* [Records for processing]

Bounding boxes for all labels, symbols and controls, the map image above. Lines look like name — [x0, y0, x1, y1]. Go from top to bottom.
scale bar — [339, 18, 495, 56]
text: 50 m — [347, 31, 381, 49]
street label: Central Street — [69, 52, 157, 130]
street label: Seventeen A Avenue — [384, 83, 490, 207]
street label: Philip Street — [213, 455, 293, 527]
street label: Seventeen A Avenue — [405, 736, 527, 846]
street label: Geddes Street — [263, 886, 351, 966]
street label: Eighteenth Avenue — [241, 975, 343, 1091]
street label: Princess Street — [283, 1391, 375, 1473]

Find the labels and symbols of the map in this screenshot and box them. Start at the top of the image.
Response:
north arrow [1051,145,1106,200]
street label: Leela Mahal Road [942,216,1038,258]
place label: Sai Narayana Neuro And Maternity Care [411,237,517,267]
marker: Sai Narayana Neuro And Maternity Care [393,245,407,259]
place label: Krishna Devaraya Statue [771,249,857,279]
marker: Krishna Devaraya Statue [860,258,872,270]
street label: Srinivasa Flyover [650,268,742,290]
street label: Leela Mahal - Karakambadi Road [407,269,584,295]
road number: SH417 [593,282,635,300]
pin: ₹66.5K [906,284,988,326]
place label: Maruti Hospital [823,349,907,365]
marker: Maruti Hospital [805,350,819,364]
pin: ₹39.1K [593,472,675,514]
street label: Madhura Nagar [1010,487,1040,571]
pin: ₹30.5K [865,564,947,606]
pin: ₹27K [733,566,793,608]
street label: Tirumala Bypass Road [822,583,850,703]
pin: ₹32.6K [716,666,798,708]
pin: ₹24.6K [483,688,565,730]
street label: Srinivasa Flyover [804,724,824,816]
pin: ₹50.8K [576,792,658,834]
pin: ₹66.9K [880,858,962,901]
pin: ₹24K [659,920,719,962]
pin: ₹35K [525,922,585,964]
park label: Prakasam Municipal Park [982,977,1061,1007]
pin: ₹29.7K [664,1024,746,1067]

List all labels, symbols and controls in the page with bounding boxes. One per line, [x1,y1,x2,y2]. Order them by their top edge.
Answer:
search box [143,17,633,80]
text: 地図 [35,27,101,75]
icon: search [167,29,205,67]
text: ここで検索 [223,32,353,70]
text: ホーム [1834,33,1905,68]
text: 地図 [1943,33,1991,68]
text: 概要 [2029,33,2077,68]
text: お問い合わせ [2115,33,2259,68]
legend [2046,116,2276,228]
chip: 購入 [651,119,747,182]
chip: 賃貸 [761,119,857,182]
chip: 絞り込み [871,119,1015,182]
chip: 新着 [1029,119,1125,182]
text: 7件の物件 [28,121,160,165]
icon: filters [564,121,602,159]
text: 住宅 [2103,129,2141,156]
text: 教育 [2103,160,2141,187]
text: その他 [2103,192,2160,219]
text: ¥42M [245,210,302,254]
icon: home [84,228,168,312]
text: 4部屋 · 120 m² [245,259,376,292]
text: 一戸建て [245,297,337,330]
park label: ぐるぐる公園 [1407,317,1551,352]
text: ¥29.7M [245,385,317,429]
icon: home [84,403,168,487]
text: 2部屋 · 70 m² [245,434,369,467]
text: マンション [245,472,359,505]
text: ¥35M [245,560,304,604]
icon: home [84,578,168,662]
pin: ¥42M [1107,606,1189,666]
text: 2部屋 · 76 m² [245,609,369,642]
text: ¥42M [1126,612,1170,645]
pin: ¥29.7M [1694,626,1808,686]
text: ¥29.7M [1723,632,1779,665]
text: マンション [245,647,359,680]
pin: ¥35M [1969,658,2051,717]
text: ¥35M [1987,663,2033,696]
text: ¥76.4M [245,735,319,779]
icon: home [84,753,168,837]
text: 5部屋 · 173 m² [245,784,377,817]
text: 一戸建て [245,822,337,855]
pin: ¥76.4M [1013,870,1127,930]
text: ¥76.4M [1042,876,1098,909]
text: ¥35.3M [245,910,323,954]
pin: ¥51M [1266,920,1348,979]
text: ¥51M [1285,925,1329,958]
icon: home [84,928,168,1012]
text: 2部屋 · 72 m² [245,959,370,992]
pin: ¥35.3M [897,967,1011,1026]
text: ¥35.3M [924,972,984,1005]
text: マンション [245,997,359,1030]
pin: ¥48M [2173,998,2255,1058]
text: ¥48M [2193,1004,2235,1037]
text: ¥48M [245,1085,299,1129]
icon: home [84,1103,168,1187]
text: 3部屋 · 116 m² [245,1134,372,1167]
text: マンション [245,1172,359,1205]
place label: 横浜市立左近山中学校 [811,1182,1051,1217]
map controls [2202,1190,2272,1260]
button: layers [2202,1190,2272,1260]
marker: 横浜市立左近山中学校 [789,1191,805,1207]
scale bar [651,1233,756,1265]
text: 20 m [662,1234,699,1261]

* [Task statement] Using the material above, state how many lines include the string "place". Answer with a single number.

* [Finished task] 4